# Skuut Bikes not so good



## Maida7 (Apr 29, 2005)

I love the concept and it really does work but this skuut brand bike I got for my kid is just not made to last. Here is a link to their website http://www.scuut.com/

Within 2 days my son had broken the fork, handle bars and rear wheel. The bike is mainly built from wood and it's just not made for the type of abuse that a typical kid can produce. I can't even imagine what would happen to the wood if it was left out in the rain.

I have reinforced the broken bits and it's back in action. But if your looking at getting one of these avoid the Skuut and go with another brand that is built from something a bit sturdier like metal or plastic. I think there is a company in Wilmington, NC that makes them out of PVC pipes. I should have got one from them. lesson learned.


----------



## fastale (Jul 2, 2007)

That's too bad, I think they look really nice.
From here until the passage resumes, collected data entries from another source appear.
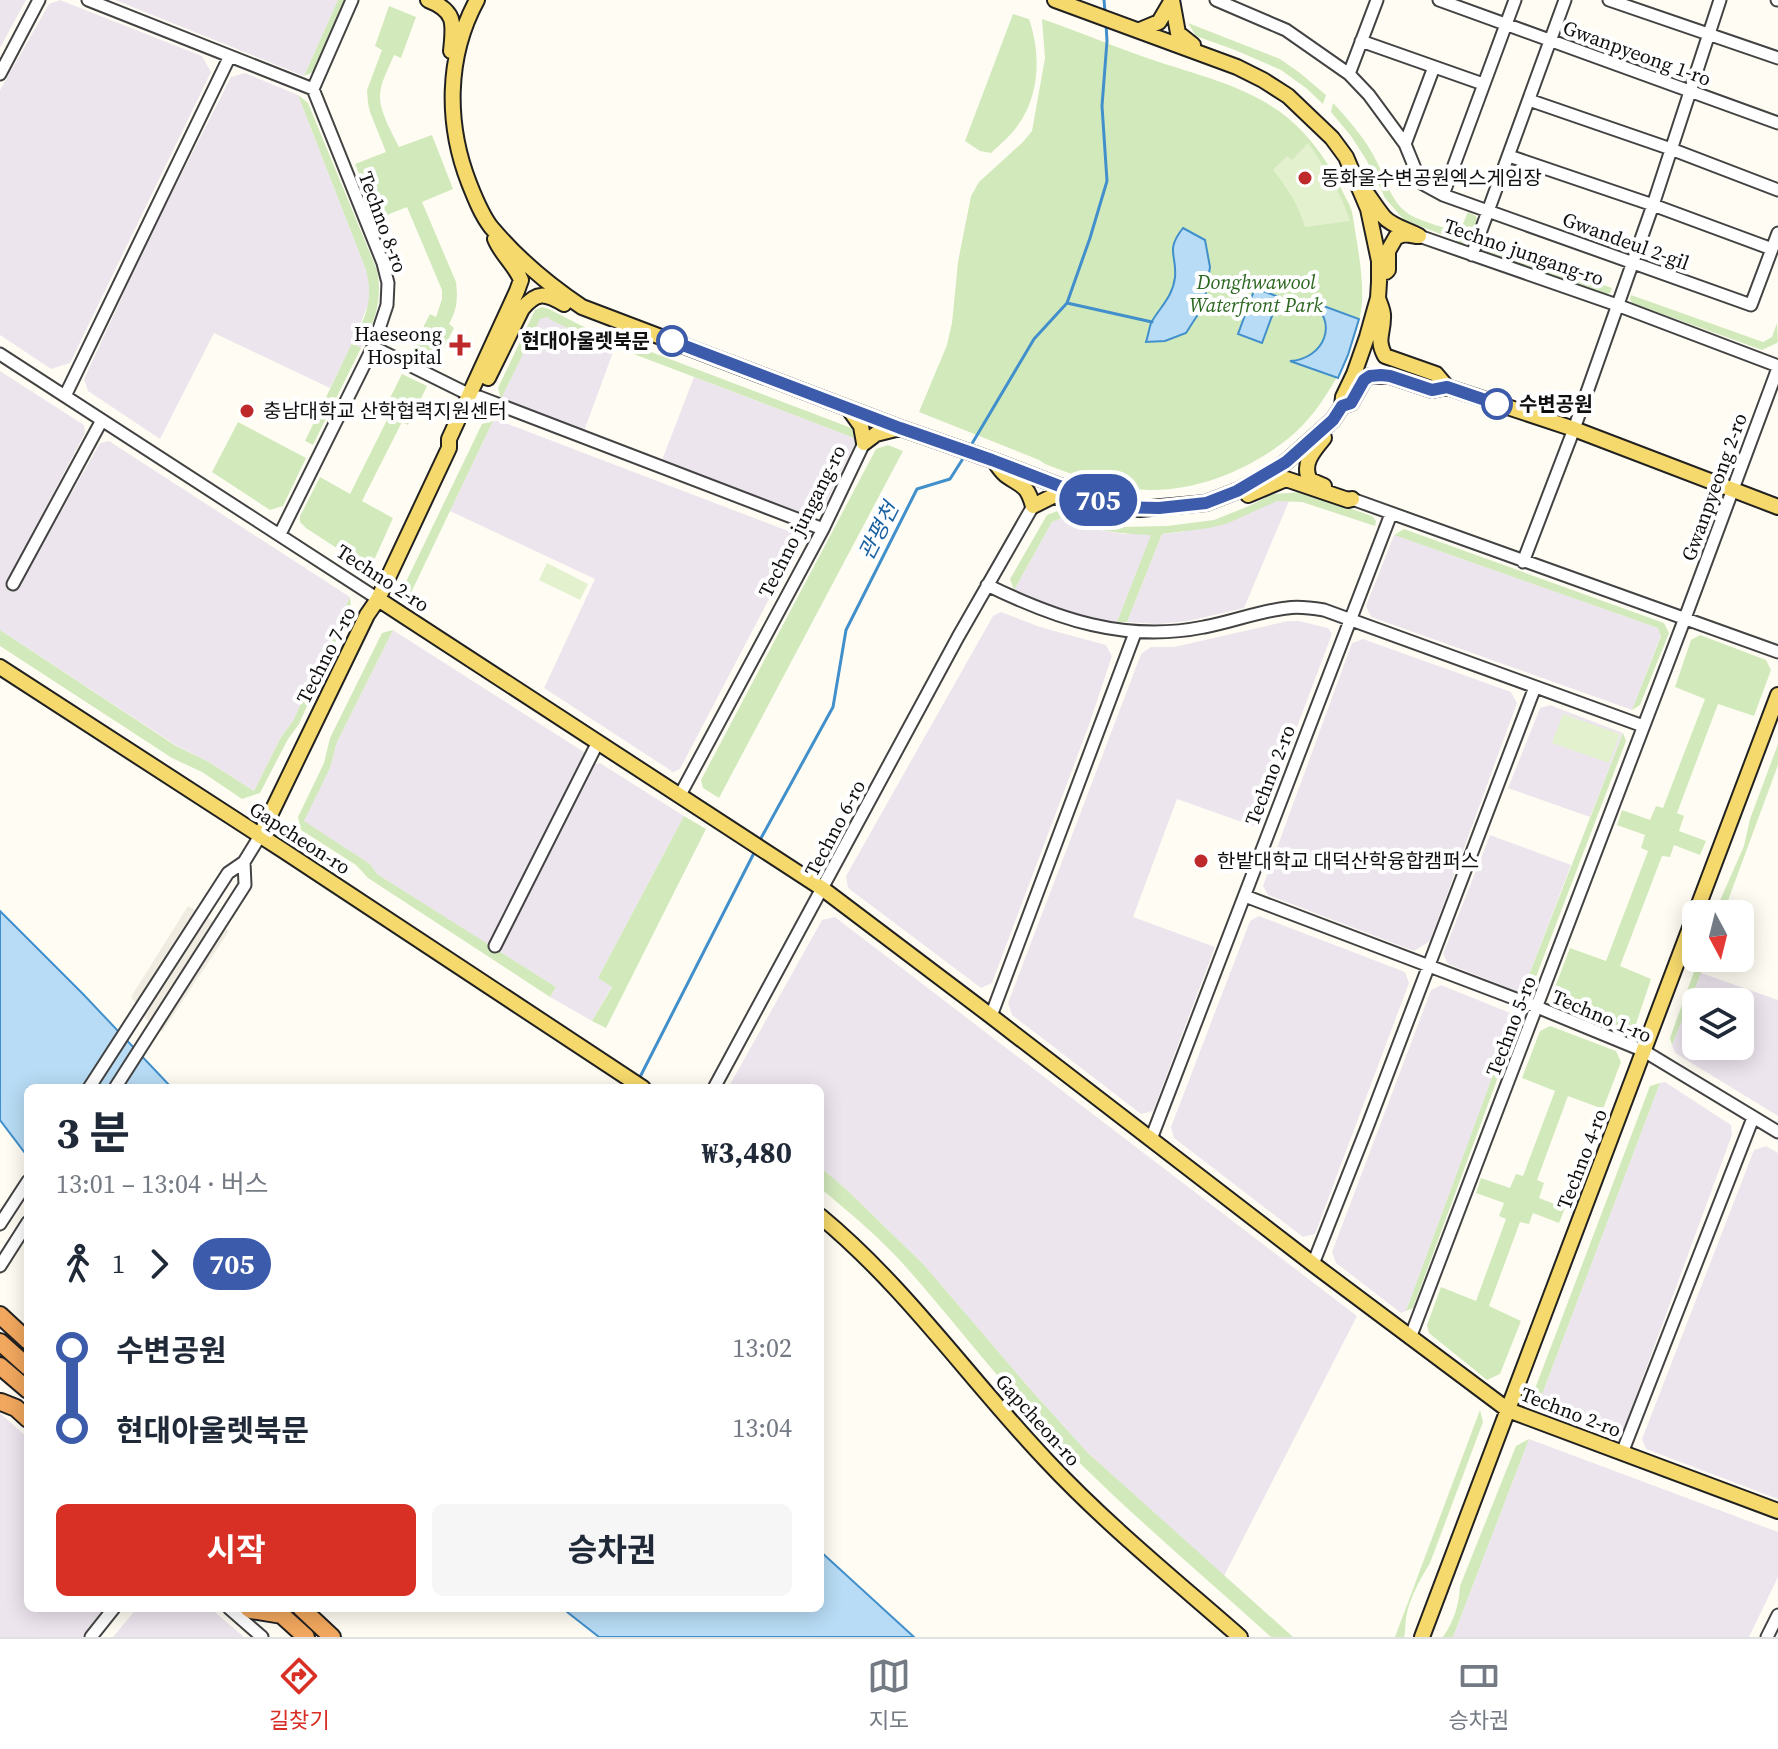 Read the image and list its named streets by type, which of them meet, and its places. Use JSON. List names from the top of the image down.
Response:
{
  "streets": {
    "main road": [
      "Techno 2-ro",
      "Techno 7-ro",
      "Gapcheon-ro",
      "Techno 4-ro"
    ],
    "street": [
      "Gwanpyeong 1-ro",
      "Techno 8-ro",
      "Gwandeul 2-gil",
      "Techno jungang-ro",
      "Gwanpyeong 2-ro",
      "Techno 6-ro",
      "Techno 1-ro",
      "Techno 5-ro"
    ]
  },
  "crossings": [
    ["Techno 8-ro", "Techno 2-ro"],
    ["Techno jungang-ro", "Gwanpyeong 2-ro"],
    ["Techno jungang-ro", "Techno 2-ro"],
    ["Gwanpyeong 2-ro", "Techno 5-ro"],
    ["Techno 2-ro", "Techno 7-ro"],
    ["Techno 2-ro", "Techno 6-ro"],
    ["Techno 2-ro", "Techno 1-ro"],
    ["Techno 2-ro", "Techno 5-ro"],
    ["Techno 2-ro", "Techno 4-ro"],
    ["Techno 7-ro", "Gapcheon-ro"],
    ["Techno 1-ro", "Techno 5-ro"],
    ["Techno 1-ro", "Techno 4-ro"]
  ],
  "water": ["관평천"],
  "parks": ["Donghwawool Waterfront Park"],
  "places": {
    "other": [
      "동화울수변공원엑스게임장",
      "현대아울렛북문",
      "수변공원",
      "충남대학교 산학협력지원센터",
      "한밭대학교 대덕산학융합캠퍼스"
    ],
    "health": ["Haeseong Hospital"]
  },
  "lines": ["bus line 705"],
  "north": "bottom",
  "page": {
    "on_map": "705",
    "heading": ["3 분", "13:01 – 13:04 · 버스", "₩3,480"],
    "legs": ["1", "705"],
    "list": [
      {
        "name": "수변공원",
        "value": "13:02"
      },
      {
        "name": "현대아울렛북문",
        "value": "13:04"
      }
    ],
    "buttons": ["시작", "승차권"],
    "tabs": ["길찾기", "지도", "승차권"]
  }
} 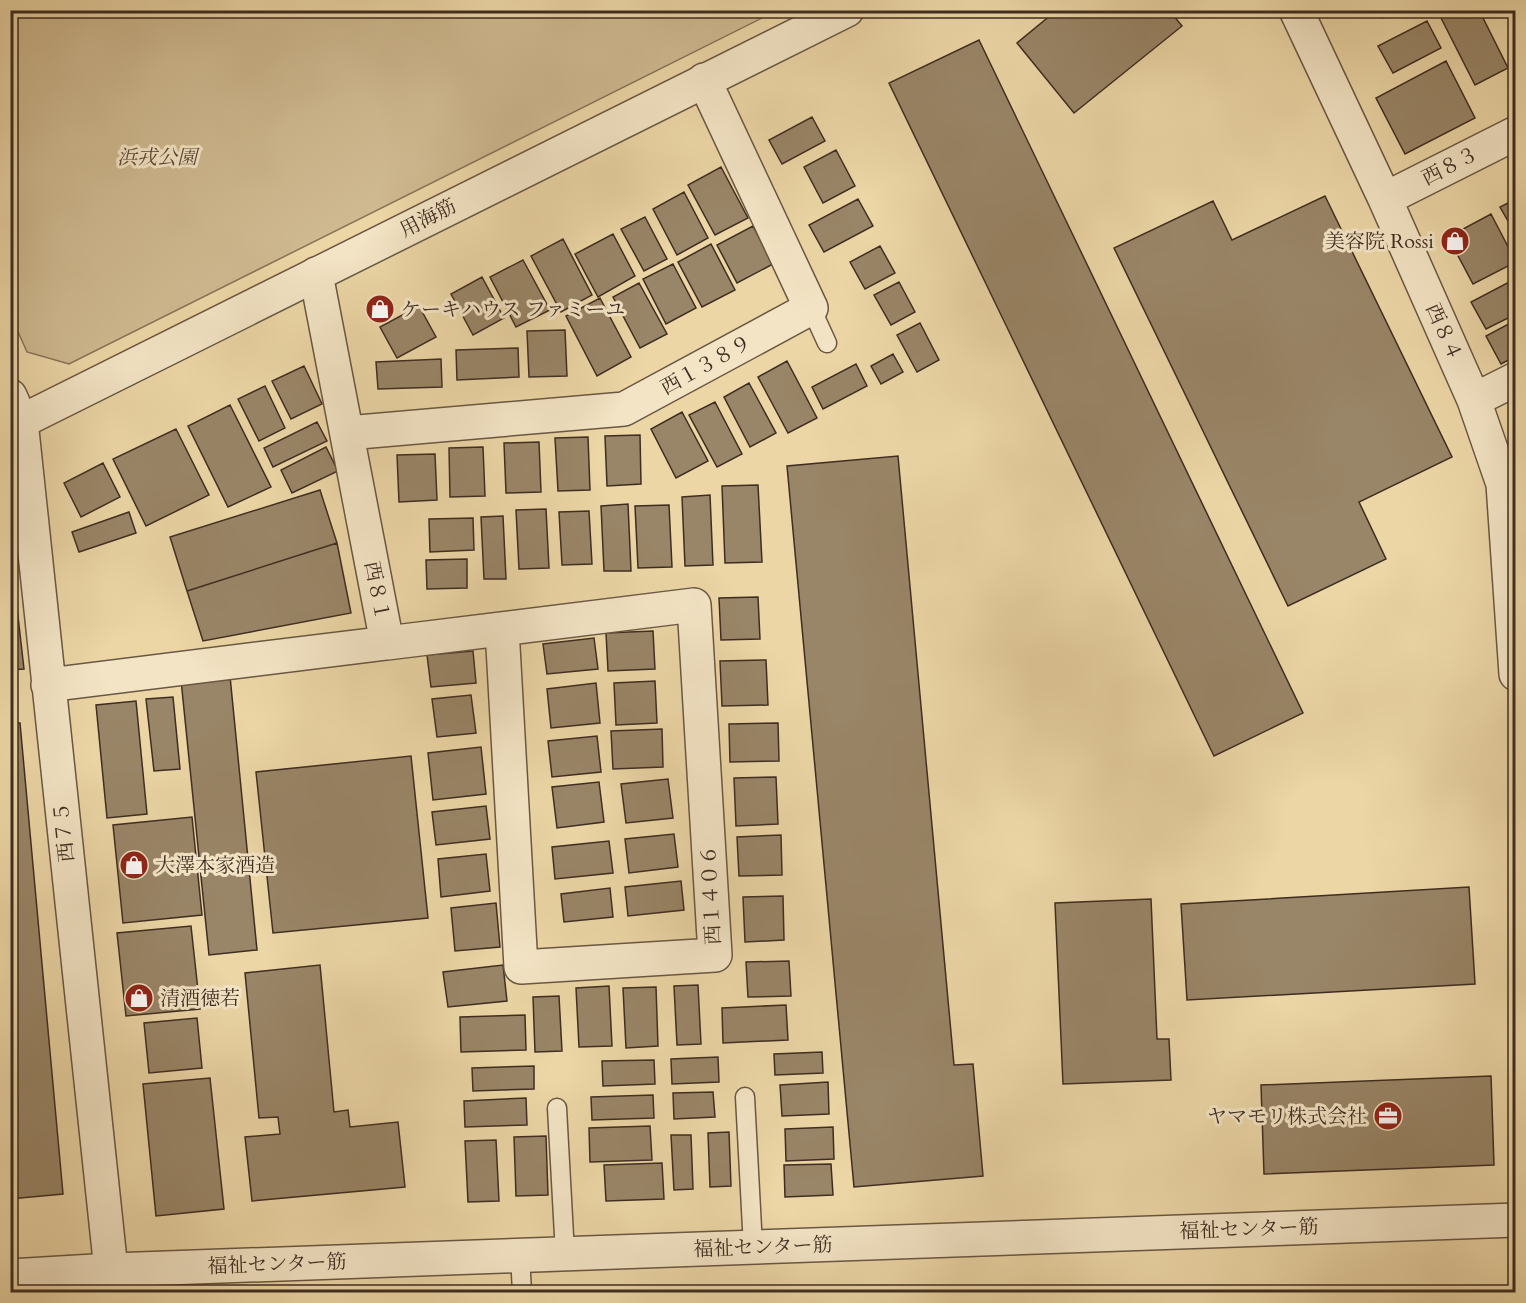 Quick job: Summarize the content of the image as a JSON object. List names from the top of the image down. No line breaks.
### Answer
{"streets":{"street":["西８３","用海筋","西８４","西１３８９","西８１","西７５","西１４０６","福祉センター筋"]},"crossings":[["西８３","西８４"],["用海筋","西８１"],["用海筋","西７５"],["西１３８９","西８１"],["西８１","西７５"],["西８１","西１４０６"],["西７５","福祉センター筋"]],"parks":["浜戎公園"],"places":{"shop":["美容院 Rossi","ケーキハウス ファミーユ","大澤本家酒造","清酒徳若"],"office":["ヤマモリ株式会社"]}} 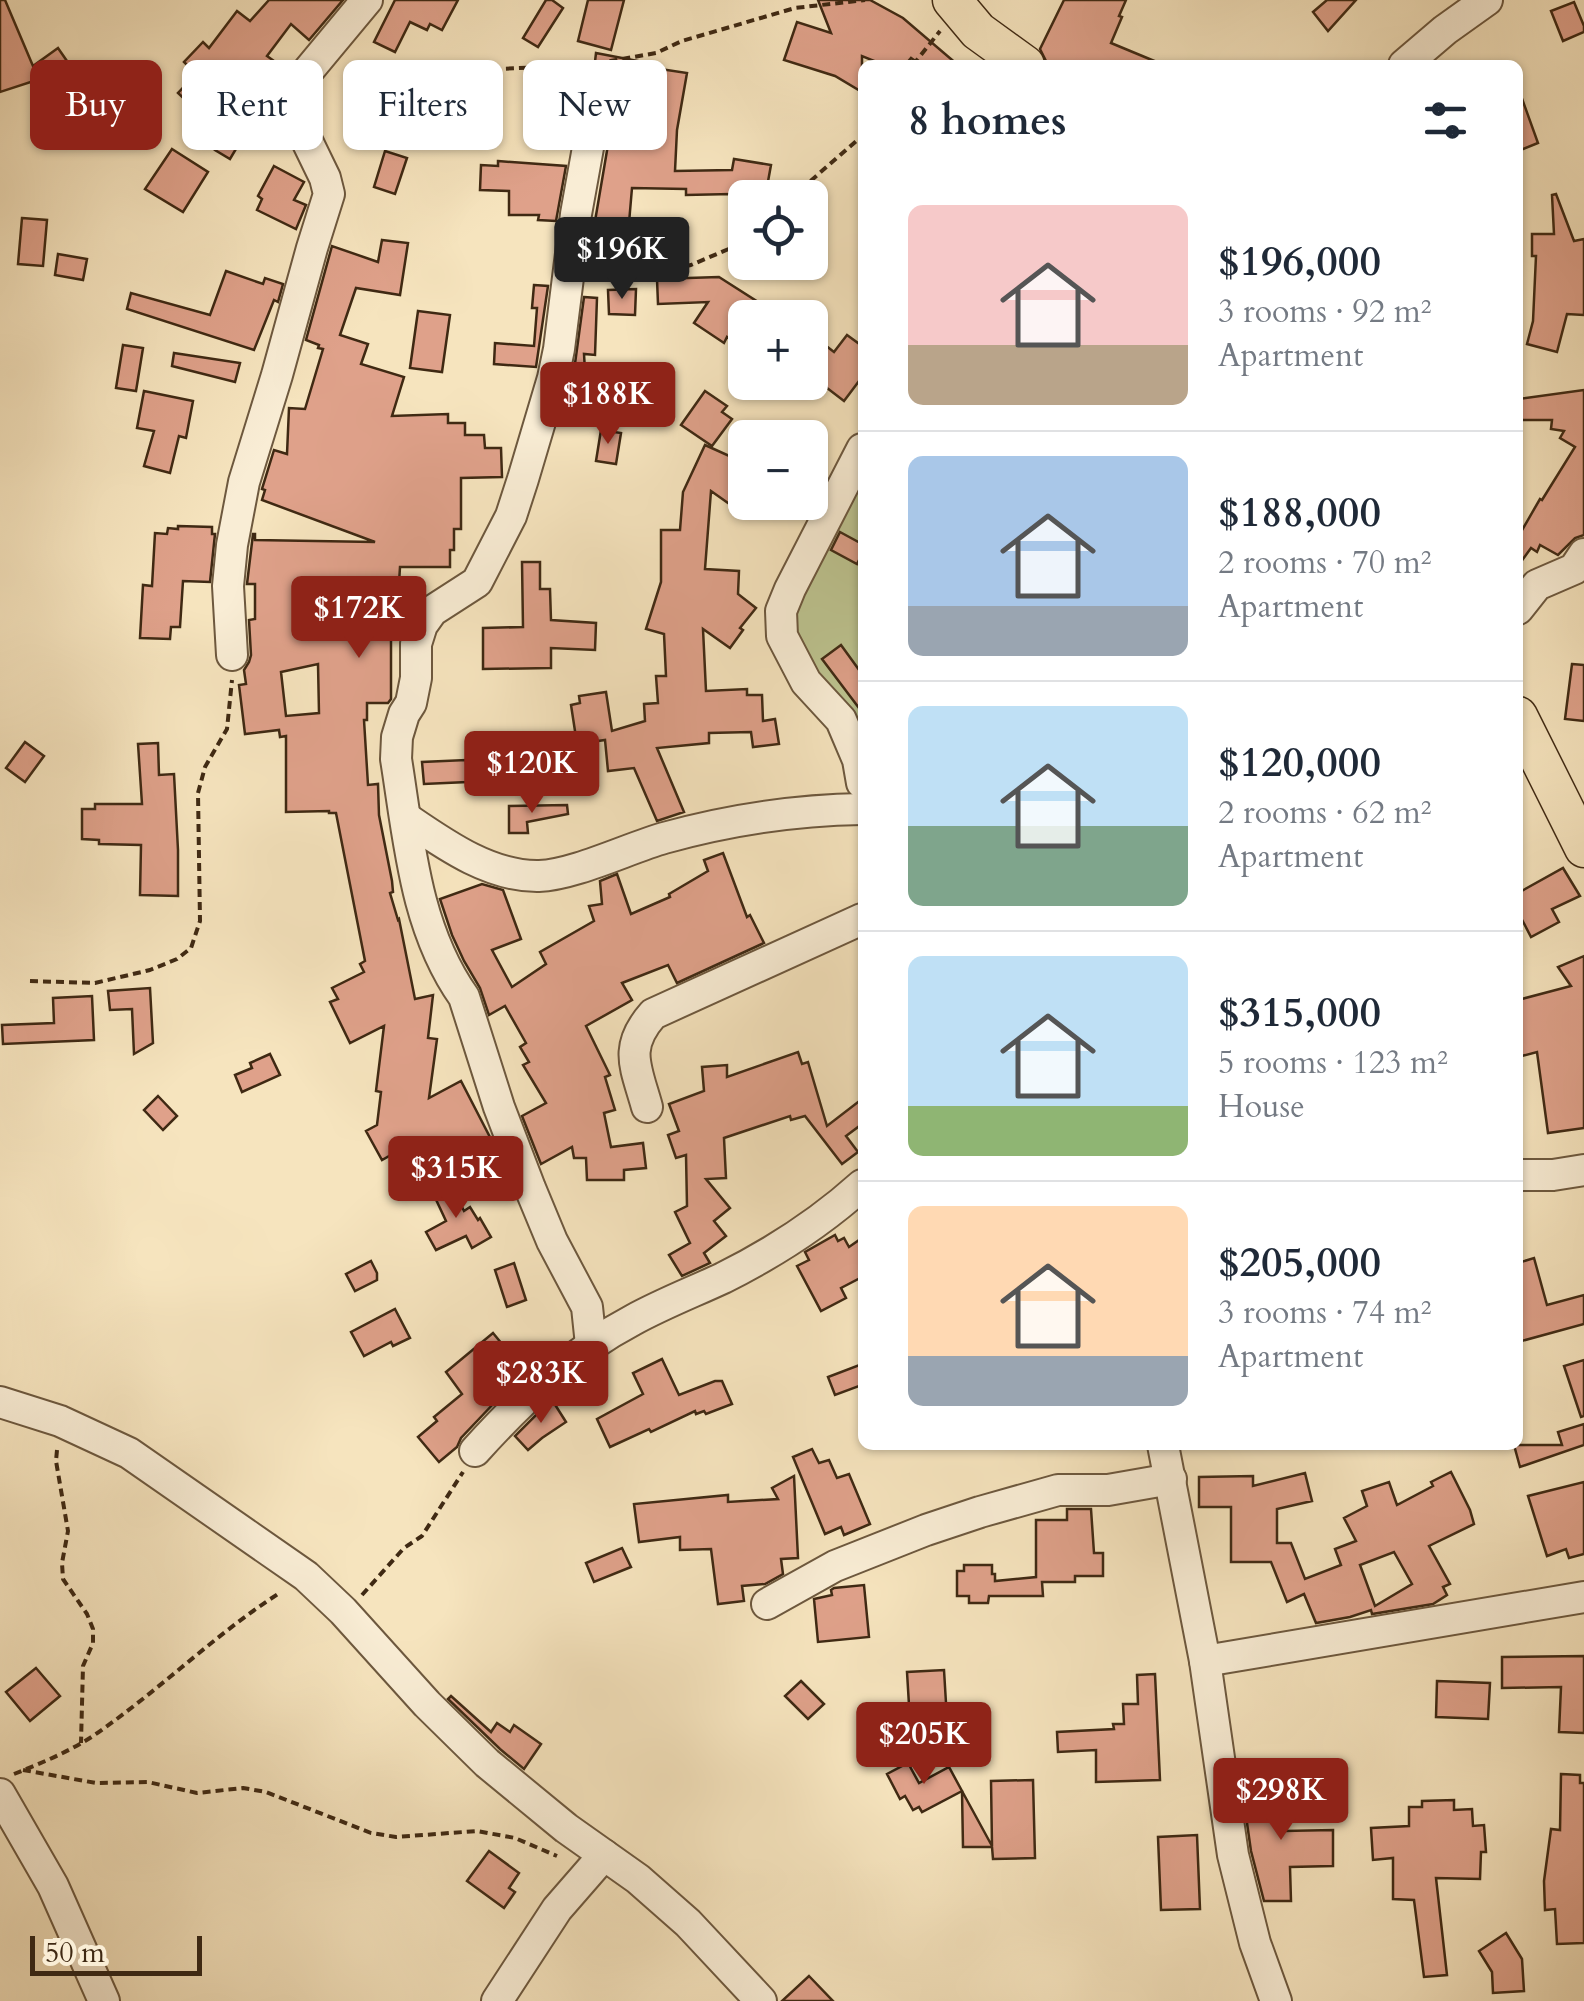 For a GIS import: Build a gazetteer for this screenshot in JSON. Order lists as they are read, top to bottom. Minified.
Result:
{"scale_bar":"50 m","page":{"chip":["Buy","Rent","Filters","New"],"heading":"8 homes","map_buttons":["+","−"],"list":[{"name":"$196,000","note":"3 rooms · 92 m² · Apartment"},{"name":"$188,000","note":"2 rooms · 70 m² · Apartment"},{"name":"$120,000","note":"2 rooms · 62 m² · Apartment"},{"name":"$315,000","note":"5 rooms · 123 m² · House"},{"name":"$205,000","note":"3 rooms · 74 m² · Apartment"}],"price":["$196K","$188K","$172K","$120K","$315K","$283K","$205K","$298K"],"scale":"50 m"}}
I'll probably get a strider when my little guy is ready. Thanks for the review.


----------



## Maida7 (Apr 29, 2005)

The concept is fantastic and it really teaches balance much better than a pedal bike with training wheels. My 4 year old was able to hop on and balance and glide down hill almost instantly. But the Skuut is just not made for real world kid abuse.


----------



## 69tr6r (Mar 27, 2007)

Get a Strider bike. I'm really impressed with ours so far.


----------



## surlytman (Nov 9, 2005)

Hate to see bikes not holding up. Makes us all look bad.


----------



## autoduel (Feb 2, 2004)

My co-worker got a strider and I bought the specialized hotwalk.
The strider seat adjusts much lower, however I was not impressed by the quality.
The plastic wheelsand foam tires wobbled and had flat spots and the headset were plastic bushings. The lack of seatstays won't hold up once he starts jumping off curbs.
The specialized was built like any other bike you'd expect from specialized.
Aluminum frame, 1" quill stem, steel headset, spoked wheels with aluminum rims and aired tires.
My co-worker did get a good deal on the strider at $69, while I got the hotwalk on sale for $100. But at current full retail prices at $89 vs $129, I'd rather get a bike that lasts and has better resale value. For $69 I think it was a good deal, but at $89, I'd expect better quality.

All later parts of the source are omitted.